What lines in the records below contain the string "halo"? Copy every one.

Dataset items:
Segment Open

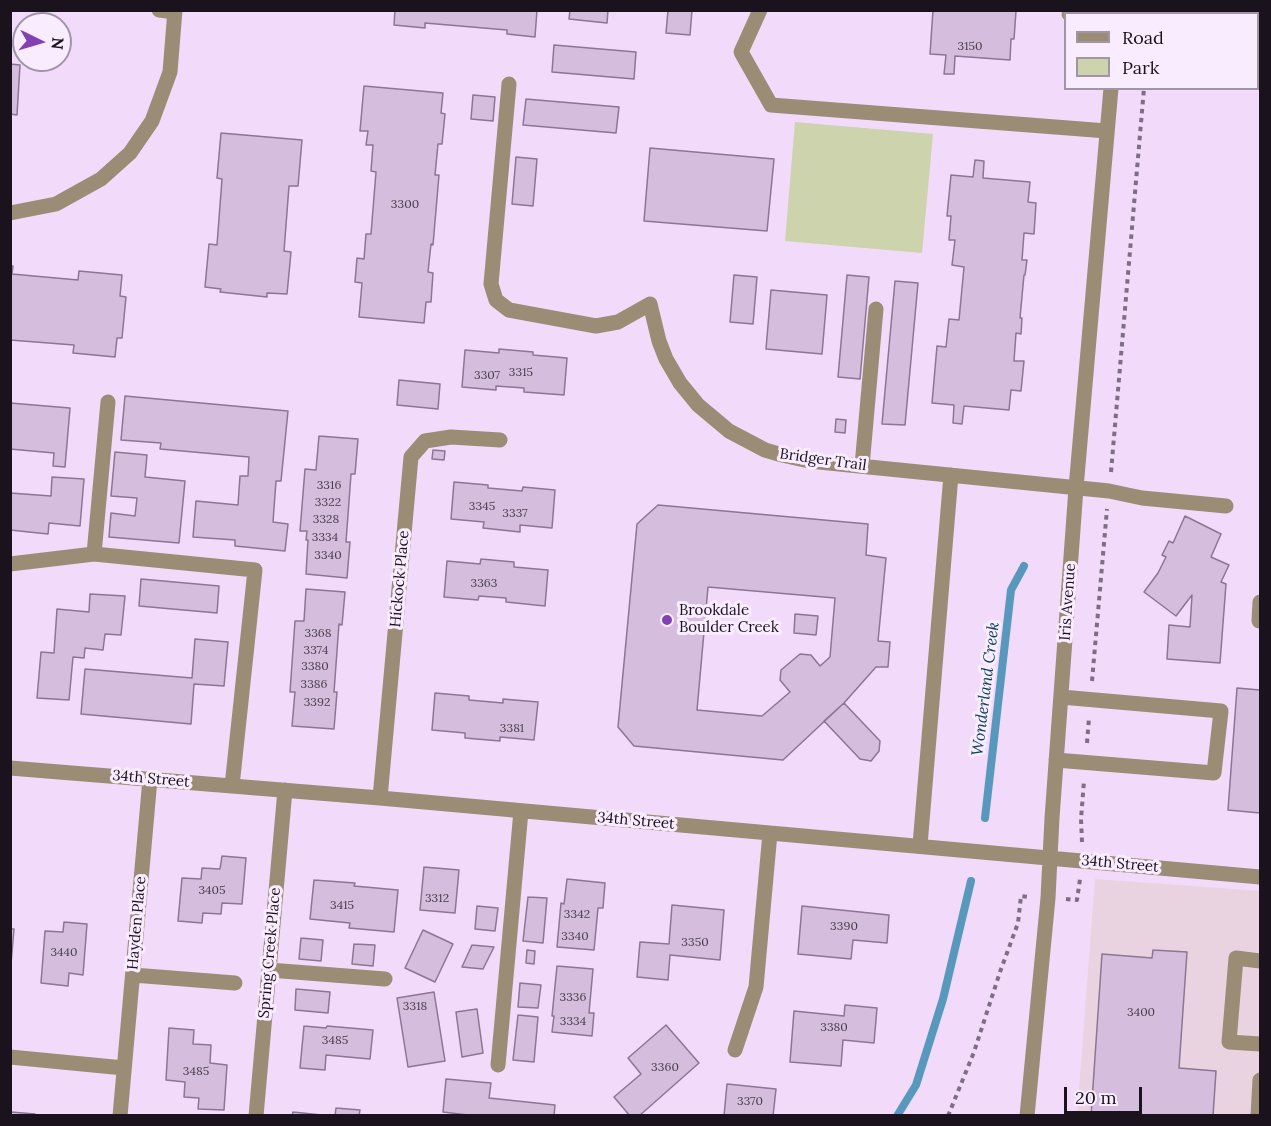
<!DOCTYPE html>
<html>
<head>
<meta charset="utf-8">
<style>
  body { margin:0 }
  #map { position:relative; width:1271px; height:1126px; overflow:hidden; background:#f2dafa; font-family:Lora,serif }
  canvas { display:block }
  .frame { position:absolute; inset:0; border:12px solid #1a121d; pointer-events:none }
  .legend { position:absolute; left:1064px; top:12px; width:195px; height:78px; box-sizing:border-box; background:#faecff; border:2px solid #a095a5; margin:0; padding:8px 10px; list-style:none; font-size:18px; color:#1a121d }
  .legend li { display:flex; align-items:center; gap:12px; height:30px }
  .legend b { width:30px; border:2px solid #a095a5 }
  .north { position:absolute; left:12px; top:12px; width:60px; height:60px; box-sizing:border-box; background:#faecff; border:2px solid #a095a5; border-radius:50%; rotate:95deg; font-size:16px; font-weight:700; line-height:24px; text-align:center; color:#1a121d }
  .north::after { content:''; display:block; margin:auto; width:21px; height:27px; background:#8340b4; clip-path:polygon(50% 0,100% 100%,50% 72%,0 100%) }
  .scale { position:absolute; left:1064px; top:1087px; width:78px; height:27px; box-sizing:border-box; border:3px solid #1a121d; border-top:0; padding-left:8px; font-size:18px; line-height:21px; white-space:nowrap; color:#1a121d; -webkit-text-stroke:4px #faecff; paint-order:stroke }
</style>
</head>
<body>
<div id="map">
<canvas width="1271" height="1126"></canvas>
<div class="frame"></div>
<ul class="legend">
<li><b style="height:8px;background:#9b8c75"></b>Road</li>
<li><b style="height:16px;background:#cdd3ad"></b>Park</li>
</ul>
<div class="north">N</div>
<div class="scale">20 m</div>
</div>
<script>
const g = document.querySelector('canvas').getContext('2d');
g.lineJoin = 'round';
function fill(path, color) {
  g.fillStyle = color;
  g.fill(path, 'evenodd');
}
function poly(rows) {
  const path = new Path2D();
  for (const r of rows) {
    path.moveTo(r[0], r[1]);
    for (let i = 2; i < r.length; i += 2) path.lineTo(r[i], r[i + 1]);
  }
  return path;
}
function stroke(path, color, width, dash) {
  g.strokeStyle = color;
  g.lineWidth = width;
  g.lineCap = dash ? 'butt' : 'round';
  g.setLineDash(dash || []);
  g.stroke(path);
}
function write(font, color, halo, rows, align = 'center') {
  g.font = font + ' Lora,serif';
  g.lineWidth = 6;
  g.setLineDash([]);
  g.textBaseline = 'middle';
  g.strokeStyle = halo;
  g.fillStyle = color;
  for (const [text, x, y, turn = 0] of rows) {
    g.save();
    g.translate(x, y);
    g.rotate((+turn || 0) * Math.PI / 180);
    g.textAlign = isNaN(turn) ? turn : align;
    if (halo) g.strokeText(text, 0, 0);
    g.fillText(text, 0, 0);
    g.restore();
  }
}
fill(poly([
  [1095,879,1260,891,1260,1115,1077,1116]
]), '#e9d3e0');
fill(poly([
  [795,122,933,134,922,253,785,241]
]), '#cdd3ad');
stroke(poly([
  [1176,14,1176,10],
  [985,818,1011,590,1024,566],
  [897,1116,916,1085,943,999,971,881]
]), '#5898bc', 8);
const building = poly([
  [395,10,537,10,535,37,507,34,507,30,425,23,425,28,394,25,395,10],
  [570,10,608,10,607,23,569,19,570,10],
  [668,10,692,10,690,35,666,33,668,10],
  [933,10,1016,11,1014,39,1011,39,1010,60,955,56,954,74,944,74,946,55,930,54,933,10],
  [554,45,636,52,634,79,552,72,554,45],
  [10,64,20,65,17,115,10,114,10,64],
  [364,86,443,93,441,113,445,114,442,144,438,144,435,175,439,175,433,245,431,244,428,272,433,273,431,302,426,302,424,323,359,317,362,283,355,282,357,258,364,259,366,234,371,234,376,172,371,171,373,145,366,145,368,131,360,131,364,86],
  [473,95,495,97,493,121,471,119,473,95],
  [526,99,619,107,616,133,523,125,526,99],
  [221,133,302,140,298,186,289,186,284,251,291,252,287,294,267,293,267,297,220,292,221,289,205,287,209,244,217,245,222,179,217,178,221,133],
  [650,148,774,159,767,231,644,221,650,148],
  [516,157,537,159,533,206,512,204,516,157],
  [975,160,984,161,983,178,1030,182,1028,202,1036,203,1034,234,1024,233,1022,260,1027,260,1025,275,1024,275,1020,318,1022,318,1021,334,1016,333,1014,361,1024,361,1021,391,1011,390,1009,410,964,406,962,424,953,423,954,405,932,403,937,346,946,347,949,319,959,320,964,267,952,265,955,240,949,240,951,216,947,216,951,175,973,177,975,160],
  [10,266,13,266,12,274,78,280,79,271,122,275,120,296,126,297,122,338,117,338,115,357,73,353,74,345,10,340,10,266],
  [734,275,757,277,753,324,730,322,734,275],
  [847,275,869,277,860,379,838,377,847,275],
  [895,281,918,283,905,425,882,424,895,281],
  [771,290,827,295,822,354,766,349,771,290],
  [499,349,533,352,533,355,567,358,564,395,524,392,524,388,496,386,496,390,462,387,465,350,499,353,499,349],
  [399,380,440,384,438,409,397,405,399,380],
  [125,396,288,411,281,481,276,481,273,522,288,524,285,551,235,546,235,540,193,537,196,501,238,505,240,476,248,476,249,457,160,449,161,443,121,440,125,396],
  [10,403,70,408,65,467,53,466,54,453,10,449,10,403],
  [836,419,846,420,845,433,835,432,836,419],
  [319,436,358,439,355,474,351,474,346,542,350,542,347,578,306,574,308,540,306,540,307,531,300,531,305,469,316,470,319,436],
  [433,450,445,451,444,460,432,459,433,450],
  [115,452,147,455,145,477,185,481,179,543,109,537,111,513,135,516,137,498,111,496,115,452],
  [52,477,84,479,80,526,49,523,48,534,10,530,10,493,51,496,52,477],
  [454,482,488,485,488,488,522,491,523,487,555,490,552,528,520,525,520,532,483,528,484,522,451,519,454,482],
  [658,505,868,524,866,555,886,558,878,641,890,642,888,667,876,667,844,703,783,760,634,746,618,727,637,524,658,505],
  [708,587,835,598,830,657,820,666,811,655,800,654,781,670,780,680,790,692,762,716,697,710,708,587],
  [1185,516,1221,534,1211,557,1229,565,1221,582,1226,584,1220,663,1167,659,1169,625,1190,627,1192,595,1176,616,1144,592,1158,573,1166,557,1162,555,1169,541,1173,543,1185,516],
  [481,559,514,562,514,567,548,570,545,606,506,602,506,598,479,596,478,600,444,597,447,561,480,564,481,559],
  [141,579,219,586,217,613,139,606,141,579],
  [306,589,345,592,342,625,339,624,334,692,337,692,334,729,292,726,295,692,290,692,295,621,304,621,306,589],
  [90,594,125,596,121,635,105,634,103,650,85,648,84,658,73,657,69,700,37,698,41,652,54,653,57,609,89,612,90,594],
  [795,614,818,616,816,635,794,633,795,614],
  [195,639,228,642,224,686,194,684,191,724,81,714,85,669,192,678,195,639],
  [1237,688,1260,690,1260,813,1228,810,1237,688],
  [435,693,469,696,469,700,503,703,503,699,538,702,534,740,500,737,500,741,465,738,465,733,432,730,435,693],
  [844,703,880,741,879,751,871,761,860,759,824,721,844,703],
  [222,856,246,858,242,904,222,903,221,914,203,913,202,923,178,921,182,878,201,879,202,868,220,869,222,856],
  [424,867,459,870,455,913,420,910,424,867],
  [567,879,605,883,603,908,598,908,594,950,557,947,561,903,564,904,567,879],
  [314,880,355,883,354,886,398,890,394,932,349,928,350,923,310,919,314,880],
  [528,897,547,898,543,943,523,941,528,897],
  [672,905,724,910,720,960,670,955,668,980,637,977,640,942,669,944,672,905],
  [477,906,498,908,495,931,475,929,477,906],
  [802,906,889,915,887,943,853,940,851,959,798,954,802,906],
  [64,922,87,924,83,975,69,973,68,986,41,983,45,931,63,932,64,922],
  [10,929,14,929,10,976,10,929],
  [423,930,453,944,435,982,405,968,423,930],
  [301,938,323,940,321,961,299,959,301,938],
  [354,944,375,945,373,966,352,964,354,944],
  [472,945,494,947,483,969,462,967,472,945],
  [527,950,535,951,534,964,526,963,527,950],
  [1153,950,1187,952,1179,1068,1216,1071,1213,1116,1091,1116,1102,954,1152,958,1153,950],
  [557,966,593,969,589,1013,594,1013,592,1036,552,1032,554,1016,552,1016,557,966],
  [520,983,541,985,538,1008,518,1007,520,983],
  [296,989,330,992,328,1013,295,1010,296,989],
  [434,992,445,1061,408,1067,397,998,434,992],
  [845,1005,877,1008,874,1043,843,1040,841,1066,790,1062,794,1011,844,1016,845,1005],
  [477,1009,483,1053,462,1057,456,1012,477,1009],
  [518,1015,538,1017,534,1062,513,1060,518,1015],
  [666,1025,699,1063,639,1116,630,1116,614,1097,641,1074,628,1058,666,1025],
  [304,1026,326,1028,327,1026,373,1030,370,1059,326,1055,325,1070,300,1068,304,1026],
  [169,1028,194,1030,193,1044,211,1045,210,1063,227,1065,224,1110,198,1109,199,1098,184,1097,185,1082,166,1080,169,1028],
  [446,1079,491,1083,489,1098,555,1105,554,1116,476,1116,443,1112,446,1079],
  [727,1084,776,1089,773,1116,724,1116,727,1084],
  [336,1108,360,1110,359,1116,335,1116,336,1108],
  [11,1112,35,1114,35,1116,11,1116,11,1112],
  [293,1112,331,1116,292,1116,293,1112]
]);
fill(building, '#d5bedd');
stroke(building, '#8b7693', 1.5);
stroke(poly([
  [1150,14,1150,10],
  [1111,472,1144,88],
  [1092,681,1107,509],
  [1087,743,1089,718],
  [1082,842,1081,819,1084,781],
  [1066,899,1077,900,1080,879],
  [948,1116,974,1052,1000,972,1018,923,1021,896,1028,897]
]), '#7e6e83', 4, [4.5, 4.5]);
stroke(poly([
  [159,10,175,12],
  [760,10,741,52,771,105,1107,131],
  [1069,14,1070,10],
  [1118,14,1118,10],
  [509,84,491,284,496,300,509,310,596,326,618,322,650,304,659,341,666,359,680,383,698,405,729,431,765,450,782,455,809,461,1109,491,1142,498,1226,506],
  [10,213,56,204,101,179,130,153,152,121,170,72,175,10],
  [108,402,94,554,255,570,232,786],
  [862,466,876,309],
  [10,564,94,554],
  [1260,602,1259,621,1260,621],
  [1056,760,1214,773,1221,711,1061,697],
  [10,768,380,798,1260,877],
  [380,798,411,457,425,441,451,437,500,440],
  [920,845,951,475],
  [1260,961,1236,958,1229,1042,1260,1044],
  [269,970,385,979],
  [133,975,235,983],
  [735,1050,756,987,770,833],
  [10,1057,124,1068],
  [498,1065,521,811],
  [120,1116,150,779],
  [256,1116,285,790],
  [1027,1116,1048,898,1052,818,1076,488,1111,88],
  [1258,1116,1260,1080]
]), '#9b8c75', 15);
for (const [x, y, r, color] of [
  [667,620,6,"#8340b4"]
]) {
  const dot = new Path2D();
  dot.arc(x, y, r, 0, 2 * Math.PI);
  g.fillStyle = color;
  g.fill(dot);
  stroke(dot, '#faecff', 2);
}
write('12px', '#493d4d', null, [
  ["3150",970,47],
  ["3300",405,205],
  ["3315",521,373],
  ["3307",487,376],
  ["3316",329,486],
  ["3322",328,503],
  ["3345",482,507],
  ["3337",515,514],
  ["3328",326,520],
  ["3334",325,538],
  ["3340",328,556],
  ["3363",484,584],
  ["3368",318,634],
  ["3374",316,651],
  ["3380",315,667],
  ["3386",314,685],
  ["3392",317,703],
  ["3381",512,729],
  ["3405",212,891],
  ["3312",437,899],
  ["3415",342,906],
  ["3342",577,915],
  ["3390",844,927],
  ["3340",575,937],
  ["3350",695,943],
  ["3440",64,953],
  ["3336",573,998],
  ["3318",415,1007],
  ["3400",1141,1013],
  ["3334",573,1022],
  ["3380",834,1028],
  ["3485",335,1041],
  ["3360",665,1068],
  ["3485",196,1072],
  ["3370",750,1102]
]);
write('15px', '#1a121d', '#faecff', [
  ["Bridger Trail",823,460,8],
  ["Hickock Place",400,579,-85],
  ["Iris Avenue",1068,602,-86],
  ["34th Street",151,779,5],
  ["34th Street",636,821,5],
  ["34th Street",1120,864,5],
  ["Hayden Place",137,923,-85],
  ["Spring Creek Place",270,953,-85]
]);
write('15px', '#1a121d', '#faecff', [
  ["Brookdale",679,611],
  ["Boulder Creek",679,628]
], 'left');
write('italic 16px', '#084059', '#faecff', [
  ["Wonderland Creek",986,689,-83]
]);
</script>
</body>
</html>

Segment Closed

- Written response
function write(font, color, halo, rows, align = 'center') {
  g.strokeStyle = halo;
    if (halo) g.strokeText(text, 0, 0);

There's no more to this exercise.